A pale, faint light flickered to life along the curved edge of Liujin’s horn. Where was she? She remembered the road, and the spear, and… and then what? Her tail felt strange and heavy.
“Liujin!” The voice was frail, but seemed to gather strength as it continued. “Oh, Liujin! You’re alive! You’re standing!” She turned over her shoulder, and stared as the snake twisted and curled up on itself to look at her over her back. “It worked!”

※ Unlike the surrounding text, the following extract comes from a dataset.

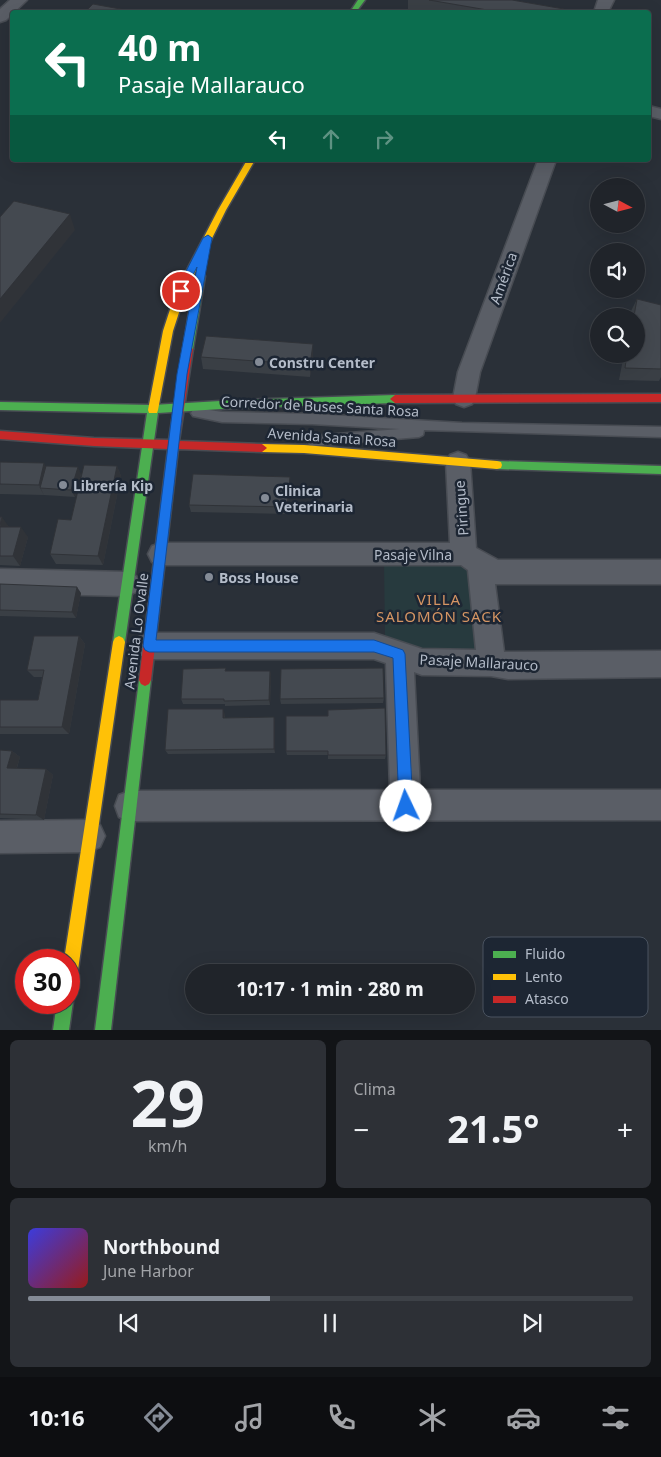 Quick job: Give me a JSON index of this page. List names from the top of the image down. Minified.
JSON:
{"streets":{"main road":["Avenida Santa Rosa","Avenida Lo Ovalle"],"street":["América","Piringue","Pasaje Vilna","Pasaje Mallarauco"],"lane":["Corredor de Buses Santa Rosa"]},"crossings":[["Corredor de Buses Santa Rosa","Avenida Santa Rosa"],["Corredor de Buses Santa Rosa","Avenida Lo Ovalle"],["Avenida Santa Rosa","Piringue"],["Avenida Santa Rosa","Avenida Lo Ovalle"],["Piringue","Pasaje Vilna"],["Piringue","Pasaje Mallarauco"],["Pasaje Vilna","Avenida Lo Ovalle"],["Avenida Lo Ovalle","Pasaje Mallarauco"]],"districts":["VILLA SALOMÓN SACK"],"places":["Constru Center","Librería Kip","Clinica Veterinaria","Boss House"],"legend":["Fluido","Lento","Atasco"],"north":"right","page":{"turn":["40 m","Pasaje Mallarauco"],"limit":"30","trip":"10:17 · 1 min · 280 m","tile":[["29","km/h"],"Clima"],"heat":["−","21.5°","+"],"song":["Northbound","June Harbor"],"tabs":"10:16"}}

“What..?” Liujin turned again, to stare down at her legs, experimentally tapping her hooves. “What happened?”
“I think I helped.”
“I see,” Liujin said, in the voice of someone who did not understand at all. She fell silent for a few moments, looking herself over, curiously inspecting the beaded and knotted charms hung around her. She shifted her hooves again, watching a bit of gold flake off of her fur. “Do you think we could buy food with this?”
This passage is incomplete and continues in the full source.